▶ _EXERCISE_
Could you filter the listing for lines with the word "nowrap" and return them?

▶ _RECORDS SUPPLIED_

[Start of Attachment]

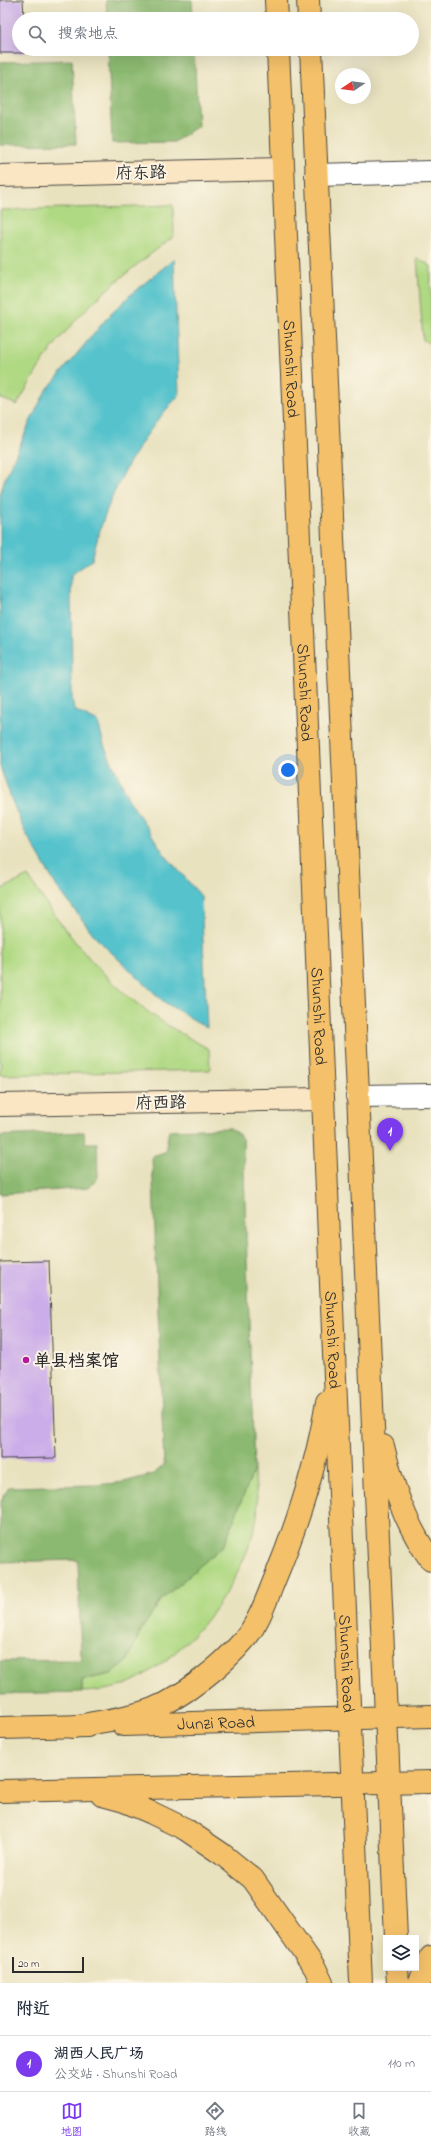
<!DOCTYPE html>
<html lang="zh">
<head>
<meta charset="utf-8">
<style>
  :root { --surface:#fff; --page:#f2f2f3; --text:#1f2937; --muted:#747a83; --line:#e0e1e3; --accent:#7c3aed }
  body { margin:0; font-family:"Indie Flower","LXGW WenKai TC",sans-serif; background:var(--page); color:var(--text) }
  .controls { position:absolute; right:12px; bottom:12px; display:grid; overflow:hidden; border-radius:0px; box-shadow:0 4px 16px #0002 }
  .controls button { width:36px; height:36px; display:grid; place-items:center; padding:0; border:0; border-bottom:1px solid var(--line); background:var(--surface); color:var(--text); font:20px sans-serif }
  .compass { position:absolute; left:335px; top:68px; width:36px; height:36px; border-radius:50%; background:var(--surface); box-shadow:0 4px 16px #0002; rotate:257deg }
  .scale { position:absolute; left:12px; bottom:10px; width:72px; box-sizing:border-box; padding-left:4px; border:2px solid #2b2b2b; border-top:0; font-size:11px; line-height:14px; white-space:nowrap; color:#2b2b2b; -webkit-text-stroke:3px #fcf5e5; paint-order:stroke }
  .you { position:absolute; left:288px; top:770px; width:14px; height:14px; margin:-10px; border:3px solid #fff; border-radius:50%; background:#1a73e8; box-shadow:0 0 0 6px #1a73e833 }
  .badge { display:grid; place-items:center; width:26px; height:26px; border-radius:50%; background:var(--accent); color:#fff; font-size:13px; font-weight:700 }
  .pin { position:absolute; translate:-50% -33px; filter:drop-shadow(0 1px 2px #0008) }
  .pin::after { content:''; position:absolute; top:21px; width:14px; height:12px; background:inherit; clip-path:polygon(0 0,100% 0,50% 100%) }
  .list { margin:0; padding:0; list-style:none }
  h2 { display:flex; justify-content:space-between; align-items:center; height:52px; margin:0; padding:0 16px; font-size:17px }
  h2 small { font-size:13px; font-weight:400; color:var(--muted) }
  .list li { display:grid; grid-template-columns:26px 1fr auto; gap:12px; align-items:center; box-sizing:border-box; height:56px; padding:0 16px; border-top:1px solid var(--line) }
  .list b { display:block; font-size:15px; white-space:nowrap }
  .list p { margin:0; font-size:13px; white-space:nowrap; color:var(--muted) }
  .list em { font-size:13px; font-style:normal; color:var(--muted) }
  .icon { flex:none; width:22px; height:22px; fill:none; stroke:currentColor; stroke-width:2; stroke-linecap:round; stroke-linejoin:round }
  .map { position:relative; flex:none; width:431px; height:1983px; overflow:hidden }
  .search { position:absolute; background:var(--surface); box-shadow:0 4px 16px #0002; left:12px; right:12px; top:12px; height:44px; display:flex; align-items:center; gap:10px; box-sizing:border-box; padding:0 14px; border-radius:22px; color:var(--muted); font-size:15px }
  .sheet { height:108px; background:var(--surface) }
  nav { display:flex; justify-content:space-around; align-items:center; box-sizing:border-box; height:56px; border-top:1px solid var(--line); background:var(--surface); font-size:11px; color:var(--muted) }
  nav a { display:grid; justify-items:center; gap:2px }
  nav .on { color:var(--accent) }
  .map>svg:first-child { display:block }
  .green { fill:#b0d983; stroke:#6e8257 }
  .forest { fill:#8cb971; stroke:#5c724e }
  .water { fill:#55c2cc; stroke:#40767c }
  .building { fill:#cbade9 }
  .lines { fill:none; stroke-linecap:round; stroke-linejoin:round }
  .street-casing { stroke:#484641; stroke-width:24 }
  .secondary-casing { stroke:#484641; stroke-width:24 }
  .primary-casing { stroke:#484641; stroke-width:24 }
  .street { stroke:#fff; stroke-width:22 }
  .secondary { stroke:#fbe6c3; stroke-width:22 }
  .primary { stroke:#f4c16a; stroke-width:22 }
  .poi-dot { fill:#b5179e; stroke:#fcf5e5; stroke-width:1.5 }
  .labels { text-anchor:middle; stroke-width:4; stroke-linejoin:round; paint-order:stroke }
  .street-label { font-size:17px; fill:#2b2b2b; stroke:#fcf5e5 }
  .poi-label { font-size:17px; font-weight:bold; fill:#2b2b2b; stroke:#fcf5e5; text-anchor:start }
</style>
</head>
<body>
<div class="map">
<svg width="431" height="1983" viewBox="0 0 431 1983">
  <rect width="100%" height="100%" fill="#fcf5e5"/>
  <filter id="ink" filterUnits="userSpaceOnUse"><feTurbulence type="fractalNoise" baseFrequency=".025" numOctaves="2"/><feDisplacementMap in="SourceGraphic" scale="8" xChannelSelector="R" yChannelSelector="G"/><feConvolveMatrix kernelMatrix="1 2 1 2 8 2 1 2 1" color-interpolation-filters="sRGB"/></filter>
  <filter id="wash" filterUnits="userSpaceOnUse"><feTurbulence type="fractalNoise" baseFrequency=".012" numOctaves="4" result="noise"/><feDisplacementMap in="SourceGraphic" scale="16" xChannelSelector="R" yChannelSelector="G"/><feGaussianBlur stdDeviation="0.9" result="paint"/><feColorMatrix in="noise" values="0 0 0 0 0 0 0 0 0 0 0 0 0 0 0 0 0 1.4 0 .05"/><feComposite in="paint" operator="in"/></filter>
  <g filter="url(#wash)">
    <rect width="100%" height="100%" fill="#e9e2bf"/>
    <g class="green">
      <path d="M173,205l1,31c-37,29 -76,57 -106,93 -21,23 -36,50 -51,76l-17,-7v-188z"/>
      <polygon points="417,258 431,266 431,344 423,340"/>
      <path d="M28,876c29,46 64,91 106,125 23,19 49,34 75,48l1,21 -210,5v-185z"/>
      <path d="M254,1469c1,15 5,34 3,48 -12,66 -69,140 -130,167 -14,6 -30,7 -45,8v-12l29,-6 17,-14 13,-30 21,-31 62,-54z"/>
    </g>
    <g class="forest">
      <polygon points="106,0 192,0 193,19 107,19"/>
      <polygon points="108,49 194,49 198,126 174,142 112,143"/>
      <polygon points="72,60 76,144 0,145 0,62"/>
      <polygon points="230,1128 239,1134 243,1141 254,1469 224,1545 162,1599 141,1630 128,1660 111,1674 82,1680 82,1692 0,1694 0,1661 81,1660 78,1560 0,1562 0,1503 9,1487 97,1485 124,1482 154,1474 164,1465 152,1156 165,1152 169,1130"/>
      <polygon points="84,1132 85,1143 97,1143 98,1177 88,1188 0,1194 0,1136"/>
    </g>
    <path class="water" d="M174,259l5,136c-44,48 -73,102 -87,165l-21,15 1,123 2,12 24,12 6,23 25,55 36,55 36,41 6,132 -43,-26 -67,-63 -40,-52 -33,-57 -12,-29 -12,-35v-271l4,-14 27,-61 14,-28 61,-73 24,-24z"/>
    <g id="blocks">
      <g class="building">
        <polygon points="0,0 23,0 24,19 19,19 19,49 25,49 25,53 0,53"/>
        <polygon points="49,1261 56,1458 0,1459 0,1262"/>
      </g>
    </g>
  </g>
  <g filter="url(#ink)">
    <use href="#blocks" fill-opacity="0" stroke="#484641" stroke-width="1"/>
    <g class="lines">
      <g class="street-casing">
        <g id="street">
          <polyline points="316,175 431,172"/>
          <polyline points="357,1096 431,1095"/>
        </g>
      </g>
      <g class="secondary-casing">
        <g id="secondary">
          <polyline points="0,176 283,169"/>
          <polyline points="0,1105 322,1099"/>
        </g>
      </g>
      <g class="primary-casing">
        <g id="primary">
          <polyline points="276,0 277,19"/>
          <polyline points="308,0 309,19"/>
          <path id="s1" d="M278,49l83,1934"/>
          <polyline points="311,49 396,1938"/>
          <path d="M383,1446c10,41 23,80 48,114"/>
          <path id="s2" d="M123,1725l308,-9"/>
          <path d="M73,1727c26,-6 55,-8 80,-18 31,-13 69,-43 91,-69 14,-16 22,-39 30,-59 24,-58 43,-117 53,-179"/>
          <polyline points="0,1728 87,1726"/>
          <polyline points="0,1791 431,1782"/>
          <polyline points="102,1795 124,1801 152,1813 185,1829 222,1854 253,1879 315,1968 322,1983"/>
          <polyline points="397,1968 398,1983"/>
          <polyline points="419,1983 431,1957"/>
        </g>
      </g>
      <use href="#street" class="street"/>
      <use href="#secondary" class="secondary"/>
      <use href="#primary" class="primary"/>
    </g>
  </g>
  <circle class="poi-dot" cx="26" cy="1360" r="4"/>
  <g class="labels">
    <g class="street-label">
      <text transform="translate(141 172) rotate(-1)" y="6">府东路</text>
      <text dy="6" stroke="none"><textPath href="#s1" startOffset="320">Shunshi Road</textPath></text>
      <text dy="6" stroke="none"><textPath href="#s1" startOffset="644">Shunshi Road</textPath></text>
      <text dy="6" stroke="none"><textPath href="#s1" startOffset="968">Shunshi Road</textPath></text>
      <text transform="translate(161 1102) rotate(-1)" y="6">府西路</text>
      <text dy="6" stroke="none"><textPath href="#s1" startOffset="1292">Shunshi Road</textPath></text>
      <text dy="6" stroke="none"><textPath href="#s1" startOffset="1616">Shunshi Road</textPath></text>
      <text dy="6" stroke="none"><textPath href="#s2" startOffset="93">Junzi Road</textPath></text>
    </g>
    <g class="poi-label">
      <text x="34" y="1366">单县档案馆</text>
    </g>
  </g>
</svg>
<div class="controls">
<button><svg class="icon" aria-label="layers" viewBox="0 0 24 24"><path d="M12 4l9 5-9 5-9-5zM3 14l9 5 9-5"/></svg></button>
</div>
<svg class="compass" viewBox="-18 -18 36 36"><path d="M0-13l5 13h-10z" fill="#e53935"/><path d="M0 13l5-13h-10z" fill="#747a83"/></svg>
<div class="scale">20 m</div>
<div class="you"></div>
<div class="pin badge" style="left:390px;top:1151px">1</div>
<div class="search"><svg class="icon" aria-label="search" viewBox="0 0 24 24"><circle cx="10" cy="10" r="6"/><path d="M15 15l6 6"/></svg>搜索地点</div>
</div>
<section class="sheet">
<h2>附近<small></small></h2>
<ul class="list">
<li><span class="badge">1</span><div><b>湖西人民广场</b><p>公交站 · Shunshi Road</p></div><em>110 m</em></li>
</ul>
</section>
<nav>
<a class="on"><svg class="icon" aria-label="map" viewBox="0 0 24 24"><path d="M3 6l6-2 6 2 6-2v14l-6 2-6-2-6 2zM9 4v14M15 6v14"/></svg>地图</a>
<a><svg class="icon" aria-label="directions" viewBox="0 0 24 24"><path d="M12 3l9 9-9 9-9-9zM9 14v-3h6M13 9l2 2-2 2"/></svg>路线</a>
<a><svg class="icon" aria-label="saved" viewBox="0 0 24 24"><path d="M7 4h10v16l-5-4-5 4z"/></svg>收藏</a>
</nav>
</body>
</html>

[End of Attachment]

▶ _YOUR SOLUTION_
  .scale { position:absolute; left:12px; bottom:10px; width:72px; box-sizing:border-box; padding-left:4px; border:2px solid #2b2b2b; border-top:0; font-size:11px; line-height:14px; white-space:nowrap; color:#2b2b2b; -webkit-text-stroke:3px #fcf5e5; paint-order:stroke }
  .list b { display:block; font-size:15px; white-space:nowrap }
  .list p { margin:0; font-size:13px; white-space:nowrap; color:var(--muted) }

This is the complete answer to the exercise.